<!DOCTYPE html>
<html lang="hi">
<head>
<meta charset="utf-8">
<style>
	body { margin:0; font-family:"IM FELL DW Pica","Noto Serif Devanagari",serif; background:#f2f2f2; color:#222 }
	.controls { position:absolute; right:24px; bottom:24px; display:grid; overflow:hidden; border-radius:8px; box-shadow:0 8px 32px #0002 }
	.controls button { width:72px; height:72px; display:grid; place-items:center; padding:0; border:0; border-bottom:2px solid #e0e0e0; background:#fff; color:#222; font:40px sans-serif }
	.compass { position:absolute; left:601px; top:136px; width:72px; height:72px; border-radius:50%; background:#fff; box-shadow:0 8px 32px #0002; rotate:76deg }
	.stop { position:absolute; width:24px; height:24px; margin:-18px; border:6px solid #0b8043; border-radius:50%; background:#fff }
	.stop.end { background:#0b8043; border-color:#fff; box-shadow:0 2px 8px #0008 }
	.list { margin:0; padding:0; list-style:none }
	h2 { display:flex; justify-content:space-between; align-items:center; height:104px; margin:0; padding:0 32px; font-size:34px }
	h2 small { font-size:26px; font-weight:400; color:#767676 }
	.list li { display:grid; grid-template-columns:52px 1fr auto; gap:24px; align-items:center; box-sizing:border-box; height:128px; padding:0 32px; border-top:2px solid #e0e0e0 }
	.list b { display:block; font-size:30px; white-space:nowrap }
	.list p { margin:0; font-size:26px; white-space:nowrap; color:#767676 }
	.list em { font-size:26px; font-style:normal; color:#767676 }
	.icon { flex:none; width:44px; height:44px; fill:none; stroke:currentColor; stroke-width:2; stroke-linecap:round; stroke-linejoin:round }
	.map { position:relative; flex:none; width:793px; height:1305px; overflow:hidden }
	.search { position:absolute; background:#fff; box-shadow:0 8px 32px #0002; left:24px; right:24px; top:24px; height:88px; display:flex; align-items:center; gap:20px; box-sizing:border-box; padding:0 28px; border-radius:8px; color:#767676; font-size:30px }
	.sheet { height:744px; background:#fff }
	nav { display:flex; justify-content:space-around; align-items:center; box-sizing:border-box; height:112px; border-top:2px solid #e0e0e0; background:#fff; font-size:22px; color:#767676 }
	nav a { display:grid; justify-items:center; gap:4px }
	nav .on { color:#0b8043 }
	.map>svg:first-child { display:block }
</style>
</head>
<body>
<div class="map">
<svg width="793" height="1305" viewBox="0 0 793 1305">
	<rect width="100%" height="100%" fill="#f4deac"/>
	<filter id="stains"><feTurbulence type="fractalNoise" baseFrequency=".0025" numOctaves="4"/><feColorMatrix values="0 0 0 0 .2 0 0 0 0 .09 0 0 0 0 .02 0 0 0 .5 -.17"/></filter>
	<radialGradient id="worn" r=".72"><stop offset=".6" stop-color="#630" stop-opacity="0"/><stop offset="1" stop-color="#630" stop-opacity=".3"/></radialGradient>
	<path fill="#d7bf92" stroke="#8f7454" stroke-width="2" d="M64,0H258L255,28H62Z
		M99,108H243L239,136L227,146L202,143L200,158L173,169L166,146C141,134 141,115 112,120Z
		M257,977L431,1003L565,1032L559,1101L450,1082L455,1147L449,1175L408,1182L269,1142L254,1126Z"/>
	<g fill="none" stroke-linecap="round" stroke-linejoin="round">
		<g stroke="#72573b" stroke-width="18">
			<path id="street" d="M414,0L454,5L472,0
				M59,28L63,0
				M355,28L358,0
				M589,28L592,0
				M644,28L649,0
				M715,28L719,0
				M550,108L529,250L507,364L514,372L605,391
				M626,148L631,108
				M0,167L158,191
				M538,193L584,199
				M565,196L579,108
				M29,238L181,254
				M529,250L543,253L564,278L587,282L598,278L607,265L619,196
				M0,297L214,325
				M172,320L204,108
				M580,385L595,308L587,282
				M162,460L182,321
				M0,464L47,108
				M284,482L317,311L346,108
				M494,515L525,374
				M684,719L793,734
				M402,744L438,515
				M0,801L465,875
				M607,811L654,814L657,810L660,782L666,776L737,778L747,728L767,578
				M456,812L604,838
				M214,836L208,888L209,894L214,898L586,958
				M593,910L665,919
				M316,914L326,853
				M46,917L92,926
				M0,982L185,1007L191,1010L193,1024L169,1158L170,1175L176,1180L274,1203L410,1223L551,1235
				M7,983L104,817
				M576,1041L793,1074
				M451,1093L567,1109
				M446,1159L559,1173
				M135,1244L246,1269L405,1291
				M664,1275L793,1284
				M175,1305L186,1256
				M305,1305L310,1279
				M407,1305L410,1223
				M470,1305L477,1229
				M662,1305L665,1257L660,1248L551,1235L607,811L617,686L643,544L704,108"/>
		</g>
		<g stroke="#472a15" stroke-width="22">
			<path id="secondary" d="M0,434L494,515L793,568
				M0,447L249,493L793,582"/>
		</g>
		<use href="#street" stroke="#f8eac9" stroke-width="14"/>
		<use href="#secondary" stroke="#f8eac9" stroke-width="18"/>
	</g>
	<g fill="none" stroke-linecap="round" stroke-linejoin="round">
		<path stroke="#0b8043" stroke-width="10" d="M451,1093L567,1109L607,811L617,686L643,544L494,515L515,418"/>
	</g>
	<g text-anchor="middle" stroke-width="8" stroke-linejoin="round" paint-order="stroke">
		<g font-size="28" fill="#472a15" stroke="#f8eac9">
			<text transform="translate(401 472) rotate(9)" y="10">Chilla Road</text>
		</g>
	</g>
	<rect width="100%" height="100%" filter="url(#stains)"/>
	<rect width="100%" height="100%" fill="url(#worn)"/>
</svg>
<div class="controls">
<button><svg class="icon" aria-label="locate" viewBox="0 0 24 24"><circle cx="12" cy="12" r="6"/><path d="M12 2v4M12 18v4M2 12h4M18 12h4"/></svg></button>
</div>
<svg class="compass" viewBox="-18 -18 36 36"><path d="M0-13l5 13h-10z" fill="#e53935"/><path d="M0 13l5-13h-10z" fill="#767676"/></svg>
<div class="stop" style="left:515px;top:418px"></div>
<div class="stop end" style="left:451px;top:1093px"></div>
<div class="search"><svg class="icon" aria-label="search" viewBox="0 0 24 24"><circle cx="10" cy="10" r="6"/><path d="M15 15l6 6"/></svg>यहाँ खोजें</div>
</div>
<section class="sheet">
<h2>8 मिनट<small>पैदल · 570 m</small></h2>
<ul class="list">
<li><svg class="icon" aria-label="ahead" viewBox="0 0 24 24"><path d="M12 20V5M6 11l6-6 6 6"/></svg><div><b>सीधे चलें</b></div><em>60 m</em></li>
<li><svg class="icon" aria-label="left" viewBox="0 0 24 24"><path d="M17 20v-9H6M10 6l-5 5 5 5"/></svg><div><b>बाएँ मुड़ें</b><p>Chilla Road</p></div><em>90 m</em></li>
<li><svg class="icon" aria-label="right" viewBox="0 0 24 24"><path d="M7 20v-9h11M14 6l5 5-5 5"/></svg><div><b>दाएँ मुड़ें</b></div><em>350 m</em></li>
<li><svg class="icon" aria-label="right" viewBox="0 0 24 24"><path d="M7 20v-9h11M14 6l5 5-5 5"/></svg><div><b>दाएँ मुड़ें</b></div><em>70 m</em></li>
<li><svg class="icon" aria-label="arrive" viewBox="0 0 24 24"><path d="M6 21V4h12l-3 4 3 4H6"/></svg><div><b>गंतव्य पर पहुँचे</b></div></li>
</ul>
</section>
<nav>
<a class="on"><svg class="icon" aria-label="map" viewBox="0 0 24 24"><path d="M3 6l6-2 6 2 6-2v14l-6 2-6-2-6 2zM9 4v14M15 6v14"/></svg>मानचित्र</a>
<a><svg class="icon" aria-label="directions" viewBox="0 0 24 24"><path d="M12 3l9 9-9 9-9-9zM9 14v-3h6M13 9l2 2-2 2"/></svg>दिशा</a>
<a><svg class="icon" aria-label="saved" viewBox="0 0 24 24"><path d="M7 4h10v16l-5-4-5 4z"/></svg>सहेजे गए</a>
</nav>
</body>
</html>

○ ○ ○ ○ ○ ○ ○

What is being asked » Determine the number of lines in the entries above where the string "white" appears. Answer with the number alone.

Solution » 2